The release of final rules from the Office of the National Coordinator for Health IT regarding the 21st Century Cures Act have shined a renewed spotlight on patients’ ability to take control of their own health data.
But not everyone enjoys the same level of self-determination – or access to digital healthcare, in general, said speakers at the WEDI Quest for Health Equity event on Tuesday.
“Digital health equity is a step toward health equity,” said Dr. Jorge Rodriguez, a health technology equity researcher and hospitalist at Brigham and Women’s Hospital Department of General Internal Medicine. As such, he said, digital health equity is “essential for our success and the sustainability of digital health overall.”
Rodriguez and his co-panelist, Brigham and Women’s Hospital General Internal Medicine Division Chief Dr. David Bates, outlined five main facets to address when considering digital health equity: tech access, tech literacy, implementation, payment and standard of care.
Bates explained that, in addition to the ONC rules, the novel coronavirus crisis highlighted the disparities in access to digital health, including telemedicine.
“I think we all realize that telehealth absolutely took off in the COVID-19 pandemic,” said Bates. “This forced a lot of people to move very rapidly.”

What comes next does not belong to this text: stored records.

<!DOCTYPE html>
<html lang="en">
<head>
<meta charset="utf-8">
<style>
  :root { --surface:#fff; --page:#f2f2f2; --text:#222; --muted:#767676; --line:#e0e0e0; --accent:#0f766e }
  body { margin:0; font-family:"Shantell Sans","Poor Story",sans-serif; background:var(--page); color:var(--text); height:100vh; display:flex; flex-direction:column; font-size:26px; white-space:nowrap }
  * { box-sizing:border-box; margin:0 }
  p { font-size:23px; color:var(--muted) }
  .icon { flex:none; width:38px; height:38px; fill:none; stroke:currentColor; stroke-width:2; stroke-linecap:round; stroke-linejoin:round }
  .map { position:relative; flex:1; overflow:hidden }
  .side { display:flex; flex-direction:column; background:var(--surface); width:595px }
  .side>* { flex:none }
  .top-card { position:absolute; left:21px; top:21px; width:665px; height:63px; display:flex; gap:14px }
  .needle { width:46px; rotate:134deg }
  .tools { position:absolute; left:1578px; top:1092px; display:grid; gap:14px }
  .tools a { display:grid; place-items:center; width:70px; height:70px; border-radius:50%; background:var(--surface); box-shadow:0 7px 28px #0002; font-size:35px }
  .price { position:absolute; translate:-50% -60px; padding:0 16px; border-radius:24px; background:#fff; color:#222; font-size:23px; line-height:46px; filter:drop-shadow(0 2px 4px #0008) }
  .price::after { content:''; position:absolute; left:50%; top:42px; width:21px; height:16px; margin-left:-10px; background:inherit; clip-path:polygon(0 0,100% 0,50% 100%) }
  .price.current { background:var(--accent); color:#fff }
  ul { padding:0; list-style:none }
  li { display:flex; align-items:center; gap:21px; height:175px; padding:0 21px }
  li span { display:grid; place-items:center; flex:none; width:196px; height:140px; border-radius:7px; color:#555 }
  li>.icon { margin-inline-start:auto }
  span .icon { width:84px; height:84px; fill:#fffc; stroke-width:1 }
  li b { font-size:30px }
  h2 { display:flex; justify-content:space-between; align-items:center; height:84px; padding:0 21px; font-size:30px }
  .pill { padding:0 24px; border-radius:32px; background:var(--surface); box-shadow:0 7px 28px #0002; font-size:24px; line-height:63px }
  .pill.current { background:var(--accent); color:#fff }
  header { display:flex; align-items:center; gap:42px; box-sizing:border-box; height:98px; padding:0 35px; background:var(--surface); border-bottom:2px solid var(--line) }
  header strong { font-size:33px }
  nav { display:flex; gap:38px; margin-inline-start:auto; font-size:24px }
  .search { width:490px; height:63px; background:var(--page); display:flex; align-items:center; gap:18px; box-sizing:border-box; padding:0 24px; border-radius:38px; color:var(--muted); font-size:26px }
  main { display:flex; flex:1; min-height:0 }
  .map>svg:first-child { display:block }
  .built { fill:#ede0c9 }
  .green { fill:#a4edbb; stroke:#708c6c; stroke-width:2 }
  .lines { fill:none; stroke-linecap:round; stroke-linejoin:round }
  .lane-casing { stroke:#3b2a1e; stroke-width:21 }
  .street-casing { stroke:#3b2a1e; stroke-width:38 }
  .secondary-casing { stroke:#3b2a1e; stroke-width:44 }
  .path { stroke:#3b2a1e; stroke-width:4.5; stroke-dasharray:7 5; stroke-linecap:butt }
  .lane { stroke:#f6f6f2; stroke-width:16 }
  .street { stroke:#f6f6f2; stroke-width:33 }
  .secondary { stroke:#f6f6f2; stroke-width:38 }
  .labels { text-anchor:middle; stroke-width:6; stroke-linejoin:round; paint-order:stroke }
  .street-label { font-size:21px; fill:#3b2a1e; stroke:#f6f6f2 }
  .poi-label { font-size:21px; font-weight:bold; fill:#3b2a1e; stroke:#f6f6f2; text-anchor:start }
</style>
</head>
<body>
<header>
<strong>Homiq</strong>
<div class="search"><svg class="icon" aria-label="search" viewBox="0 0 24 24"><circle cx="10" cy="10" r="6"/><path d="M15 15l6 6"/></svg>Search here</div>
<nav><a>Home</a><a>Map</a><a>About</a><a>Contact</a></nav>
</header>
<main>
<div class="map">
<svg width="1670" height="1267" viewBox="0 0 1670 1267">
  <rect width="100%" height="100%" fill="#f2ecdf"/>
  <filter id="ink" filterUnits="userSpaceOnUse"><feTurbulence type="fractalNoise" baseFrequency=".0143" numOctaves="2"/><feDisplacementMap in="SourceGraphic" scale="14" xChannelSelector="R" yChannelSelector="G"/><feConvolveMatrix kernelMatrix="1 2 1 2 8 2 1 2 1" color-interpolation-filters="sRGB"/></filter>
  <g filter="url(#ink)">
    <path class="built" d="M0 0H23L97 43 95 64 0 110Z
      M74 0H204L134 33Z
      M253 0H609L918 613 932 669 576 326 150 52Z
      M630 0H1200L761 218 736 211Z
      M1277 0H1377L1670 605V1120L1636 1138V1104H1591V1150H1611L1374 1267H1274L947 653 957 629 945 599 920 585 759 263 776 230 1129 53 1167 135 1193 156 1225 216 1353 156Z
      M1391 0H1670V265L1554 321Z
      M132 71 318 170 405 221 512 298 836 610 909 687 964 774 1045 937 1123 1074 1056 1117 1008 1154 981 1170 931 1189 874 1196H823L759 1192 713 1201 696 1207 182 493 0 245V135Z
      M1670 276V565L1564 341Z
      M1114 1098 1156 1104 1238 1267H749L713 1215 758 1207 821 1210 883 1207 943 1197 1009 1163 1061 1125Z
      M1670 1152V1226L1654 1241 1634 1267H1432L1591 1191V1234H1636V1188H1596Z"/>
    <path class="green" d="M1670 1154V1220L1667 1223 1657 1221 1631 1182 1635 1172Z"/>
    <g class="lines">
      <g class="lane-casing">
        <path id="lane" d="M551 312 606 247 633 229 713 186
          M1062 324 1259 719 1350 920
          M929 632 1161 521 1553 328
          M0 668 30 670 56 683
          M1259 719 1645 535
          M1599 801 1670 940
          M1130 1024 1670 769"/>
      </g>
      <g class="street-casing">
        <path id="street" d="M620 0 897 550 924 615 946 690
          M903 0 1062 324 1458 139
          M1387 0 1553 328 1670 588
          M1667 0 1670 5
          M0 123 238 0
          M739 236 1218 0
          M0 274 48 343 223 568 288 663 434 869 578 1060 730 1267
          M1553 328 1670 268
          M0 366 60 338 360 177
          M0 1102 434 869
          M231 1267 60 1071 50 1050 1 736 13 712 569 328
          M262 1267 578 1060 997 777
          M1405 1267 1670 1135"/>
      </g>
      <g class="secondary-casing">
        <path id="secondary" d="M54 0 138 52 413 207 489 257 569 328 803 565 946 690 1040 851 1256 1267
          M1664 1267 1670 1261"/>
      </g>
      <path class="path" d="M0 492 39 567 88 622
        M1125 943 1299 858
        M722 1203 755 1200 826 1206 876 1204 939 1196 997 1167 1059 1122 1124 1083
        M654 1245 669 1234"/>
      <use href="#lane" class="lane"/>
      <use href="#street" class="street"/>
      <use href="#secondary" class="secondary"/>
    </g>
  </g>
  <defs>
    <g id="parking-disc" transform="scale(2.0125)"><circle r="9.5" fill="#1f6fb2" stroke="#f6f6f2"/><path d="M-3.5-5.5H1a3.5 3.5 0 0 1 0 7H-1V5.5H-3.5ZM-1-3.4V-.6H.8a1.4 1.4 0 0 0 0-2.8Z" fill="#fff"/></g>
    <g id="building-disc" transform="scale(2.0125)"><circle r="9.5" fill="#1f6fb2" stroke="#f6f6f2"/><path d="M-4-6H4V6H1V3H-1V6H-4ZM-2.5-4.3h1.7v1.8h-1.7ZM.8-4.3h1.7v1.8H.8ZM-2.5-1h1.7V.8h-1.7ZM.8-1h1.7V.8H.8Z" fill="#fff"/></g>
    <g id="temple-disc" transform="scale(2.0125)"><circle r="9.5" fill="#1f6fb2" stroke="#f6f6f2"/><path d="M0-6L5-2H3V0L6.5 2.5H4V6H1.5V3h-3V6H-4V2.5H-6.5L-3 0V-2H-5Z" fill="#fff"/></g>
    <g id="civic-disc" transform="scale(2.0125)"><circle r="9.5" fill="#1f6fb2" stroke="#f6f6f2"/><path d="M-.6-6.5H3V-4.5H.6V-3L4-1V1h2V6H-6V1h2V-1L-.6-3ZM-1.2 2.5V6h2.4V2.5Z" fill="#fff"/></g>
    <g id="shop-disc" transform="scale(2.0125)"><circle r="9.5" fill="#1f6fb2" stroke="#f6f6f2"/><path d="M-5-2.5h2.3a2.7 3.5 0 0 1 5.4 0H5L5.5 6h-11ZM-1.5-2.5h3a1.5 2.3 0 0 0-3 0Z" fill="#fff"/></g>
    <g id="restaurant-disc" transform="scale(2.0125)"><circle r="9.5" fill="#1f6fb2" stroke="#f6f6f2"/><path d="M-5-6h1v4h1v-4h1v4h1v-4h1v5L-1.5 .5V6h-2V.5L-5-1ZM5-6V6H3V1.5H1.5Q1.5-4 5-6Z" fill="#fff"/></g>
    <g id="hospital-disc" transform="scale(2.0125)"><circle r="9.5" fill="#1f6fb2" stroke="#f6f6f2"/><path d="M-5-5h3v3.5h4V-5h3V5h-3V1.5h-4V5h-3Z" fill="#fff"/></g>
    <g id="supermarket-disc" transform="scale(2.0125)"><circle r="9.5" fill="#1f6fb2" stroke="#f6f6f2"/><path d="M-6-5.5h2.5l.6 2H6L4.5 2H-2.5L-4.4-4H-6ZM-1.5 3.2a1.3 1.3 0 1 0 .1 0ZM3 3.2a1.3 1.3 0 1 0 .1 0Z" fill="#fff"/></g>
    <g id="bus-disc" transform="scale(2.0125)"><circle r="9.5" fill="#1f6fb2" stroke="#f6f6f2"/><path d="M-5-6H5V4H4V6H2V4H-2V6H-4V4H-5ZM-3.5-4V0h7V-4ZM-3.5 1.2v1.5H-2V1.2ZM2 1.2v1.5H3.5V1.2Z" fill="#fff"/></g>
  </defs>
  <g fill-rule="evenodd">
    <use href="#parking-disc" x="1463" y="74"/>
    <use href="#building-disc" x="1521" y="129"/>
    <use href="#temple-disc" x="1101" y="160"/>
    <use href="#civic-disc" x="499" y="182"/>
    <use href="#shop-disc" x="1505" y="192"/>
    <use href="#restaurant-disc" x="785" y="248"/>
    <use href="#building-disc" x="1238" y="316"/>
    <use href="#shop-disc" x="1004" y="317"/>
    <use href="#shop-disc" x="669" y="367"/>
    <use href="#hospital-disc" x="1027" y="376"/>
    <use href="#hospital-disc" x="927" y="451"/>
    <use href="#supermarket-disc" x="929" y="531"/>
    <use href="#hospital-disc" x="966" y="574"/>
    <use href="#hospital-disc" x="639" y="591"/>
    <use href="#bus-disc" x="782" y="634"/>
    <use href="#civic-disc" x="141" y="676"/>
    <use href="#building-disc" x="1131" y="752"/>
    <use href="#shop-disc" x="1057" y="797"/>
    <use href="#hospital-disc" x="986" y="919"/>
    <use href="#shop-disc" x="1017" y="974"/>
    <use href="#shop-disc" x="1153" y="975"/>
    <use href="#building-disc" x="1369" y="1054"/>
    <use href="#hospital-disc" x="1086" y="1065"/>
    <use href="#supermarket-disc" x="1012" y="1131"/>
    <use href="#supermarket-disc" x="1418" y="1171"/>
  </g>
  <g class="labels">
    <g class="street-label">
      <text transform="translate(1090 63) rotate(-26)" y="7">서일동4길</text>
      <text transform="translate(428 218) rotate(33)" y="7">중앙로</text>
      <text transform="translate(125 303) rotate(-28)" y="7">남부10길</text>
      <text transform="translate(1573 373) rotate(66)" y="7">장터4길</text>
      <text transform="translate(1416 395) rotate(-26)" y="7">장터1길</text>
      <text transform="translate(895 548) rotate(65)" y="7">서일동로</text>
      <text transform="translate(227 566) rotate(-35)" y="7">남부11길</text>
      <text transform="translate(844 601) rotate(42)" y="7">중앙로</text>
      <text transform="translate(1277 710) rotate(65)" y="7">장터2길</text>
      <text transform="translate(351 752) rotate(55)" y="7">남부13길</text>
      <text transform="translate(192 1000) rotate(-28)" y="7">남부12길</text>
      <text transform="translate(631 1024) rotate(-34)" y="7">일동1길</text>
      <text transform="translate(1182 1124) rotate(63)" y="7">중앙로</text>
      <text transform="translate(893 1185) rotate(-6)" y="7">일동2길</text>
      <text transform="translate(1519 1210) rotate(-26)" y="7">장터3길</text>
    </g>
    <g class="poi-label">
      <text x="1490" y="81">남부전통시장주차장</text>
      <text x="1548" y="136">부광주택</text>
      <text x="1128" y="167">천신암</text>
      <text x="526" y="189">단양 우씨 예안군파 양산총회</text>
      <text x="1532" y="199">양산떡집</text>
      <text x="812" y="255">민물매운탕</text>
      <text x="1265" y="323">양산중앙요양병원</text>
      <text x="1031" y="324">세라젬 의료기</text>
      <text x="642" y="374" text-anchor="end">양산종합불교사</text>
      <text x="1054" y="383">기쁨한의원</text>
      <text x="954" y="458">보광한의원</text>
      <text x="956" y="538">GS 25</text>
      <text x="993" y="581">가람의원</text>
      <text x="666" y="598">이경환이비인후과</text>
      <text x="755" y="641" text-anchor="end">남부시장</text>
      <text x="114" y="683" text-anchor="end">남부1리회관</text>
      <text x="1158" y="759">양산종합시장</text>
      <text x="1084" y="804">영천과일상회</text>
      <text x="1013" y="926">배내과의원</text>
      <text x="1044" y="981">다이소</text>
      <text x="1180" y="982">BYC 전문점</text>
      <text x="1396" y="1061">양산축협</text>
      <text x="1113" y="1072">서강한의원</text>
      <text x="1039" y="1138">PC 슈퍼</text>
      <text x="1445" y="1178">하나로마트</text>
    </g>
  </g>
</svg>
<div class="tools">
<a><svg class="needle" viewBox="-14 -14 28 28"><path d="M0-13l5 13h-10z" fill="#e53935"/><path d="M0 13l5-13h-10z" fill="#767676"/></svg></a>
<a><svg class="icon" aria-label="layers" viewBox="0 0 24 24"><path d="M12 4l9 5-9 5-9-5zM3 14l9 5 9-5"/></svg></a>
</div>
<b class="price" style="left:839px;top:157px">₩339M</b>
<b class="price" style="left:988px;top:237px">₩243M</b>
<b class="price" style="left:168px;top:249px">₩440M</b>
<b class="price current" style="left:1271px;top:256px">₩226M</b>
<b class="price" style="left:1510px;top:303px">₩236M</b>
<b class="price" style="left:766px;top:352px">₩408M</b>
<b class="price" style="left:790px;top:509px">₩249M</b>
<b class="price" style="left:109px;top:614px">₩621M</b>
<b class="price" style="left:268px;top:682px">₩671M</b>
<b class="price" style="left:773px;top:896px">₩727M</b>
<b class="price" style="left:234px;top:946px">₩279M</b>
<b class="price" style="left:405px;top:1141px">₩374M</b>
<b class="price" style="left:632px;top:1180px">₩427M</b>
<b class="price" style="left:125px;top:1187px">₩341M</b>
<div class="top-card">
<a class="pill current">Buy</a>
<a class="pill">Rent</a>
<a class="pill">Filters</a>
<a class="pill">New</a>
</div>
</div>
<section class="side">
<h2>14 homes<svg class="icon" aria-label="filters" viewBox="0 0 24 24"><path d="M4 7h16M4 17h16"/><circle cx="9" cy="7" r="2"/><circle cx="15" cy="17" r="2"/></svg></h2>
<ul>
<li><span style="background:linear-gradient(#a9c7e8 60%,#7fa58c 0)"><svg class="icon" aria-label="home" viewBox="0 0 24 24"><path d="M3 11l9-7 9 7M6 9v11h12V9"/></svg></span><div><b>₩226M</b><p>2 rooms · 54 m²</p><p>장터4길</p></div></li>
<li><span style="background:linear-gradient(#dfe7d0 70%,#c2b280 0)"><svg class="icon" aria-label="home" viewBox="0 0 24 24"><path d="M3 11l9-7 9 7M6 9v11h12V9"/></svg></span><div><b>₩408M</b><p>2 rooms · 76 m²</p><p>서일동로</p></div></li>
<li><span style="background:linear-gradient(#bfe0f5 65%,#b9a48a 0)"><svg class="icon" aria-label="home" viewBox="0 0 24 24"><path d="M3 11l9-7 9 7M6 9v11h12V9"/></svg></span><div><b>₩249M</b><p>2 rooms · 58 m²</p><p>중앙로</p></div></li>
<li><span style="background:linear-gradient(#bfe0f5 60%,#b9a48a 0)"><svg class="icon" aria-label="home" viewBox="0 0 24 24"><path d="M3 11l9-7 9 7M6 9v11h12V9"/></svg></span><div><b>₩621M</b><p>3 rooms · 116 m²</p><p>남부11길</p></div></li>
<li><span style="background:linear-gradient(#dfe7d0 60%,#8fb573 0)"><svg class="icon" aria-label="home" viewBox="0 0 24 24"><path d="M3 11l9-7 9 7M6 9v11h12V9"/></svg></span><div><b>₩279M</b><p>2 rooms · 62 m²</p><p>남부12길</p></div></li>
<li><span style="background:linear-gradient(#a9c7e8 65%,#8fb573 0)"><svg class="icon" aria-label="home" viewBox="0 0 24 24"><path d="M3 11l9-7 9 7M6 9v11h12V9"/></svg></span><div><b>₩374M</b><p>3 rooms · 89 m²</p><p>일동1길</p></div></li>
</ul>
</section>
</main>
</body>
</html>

Bates noted that in some states, the reliance on web-based COVID-19 vaccination registration systems has shut even more people out.
“For patients who do not have digital access” in places like these, “there’s really no other way to get the vaccine,” he said.
Technology access includes both broadband and device access, noted Rodriguez and Bates, who also published a paper in the Journal of the American Medical Association last May outlining these divides.
At least 21 million people in the United States lack broadband access, and federal programs have been unsuccessful thus far at filling the gaps.
Rodriguez also classified digital health literacy as a social determinant of health, and advised providers and vendors to develop linguistically and culturally tailored digital health tools to engage diverse populations.
Even seemingly basic steps are sometimes not taken. As one example, Rodriguez pointed out that only 22% of surveyed diabetes apps have user interfaces available in Spanish – although Latinx people are more likely than the general population to get the disease.
Payment, too, will be a major driver of digital health equity.
“In terms of equity maintaining payment parity across modalities is really important,” said Rodriguez. As other advocates and experts have flagged, payers failing to reimburse for telephone visits, as opposed to video visits, “creates a perfect setup for disparities,” he continued.
To try and bring equity to patient-facing digital health tools, Rodriguez advised institutions to:
- Invest in patient portals and apps that address the needs of underserved populations.
- Track digital health access and usage across sociodemographics.
- Focus on patient training in the deployment of new technologies to account for varied digital literacy levels.
- Develop workflows that allow clinical tams to engage with diverse patients across digital health platforms.
He also encouraged clinical teams to offer access to digital tools to all patients and to encourage patients to use digital health tools as part of standard care.
“You cannot tell a patient’s likelihood of using digital health by looking at them,” said Rodriguez.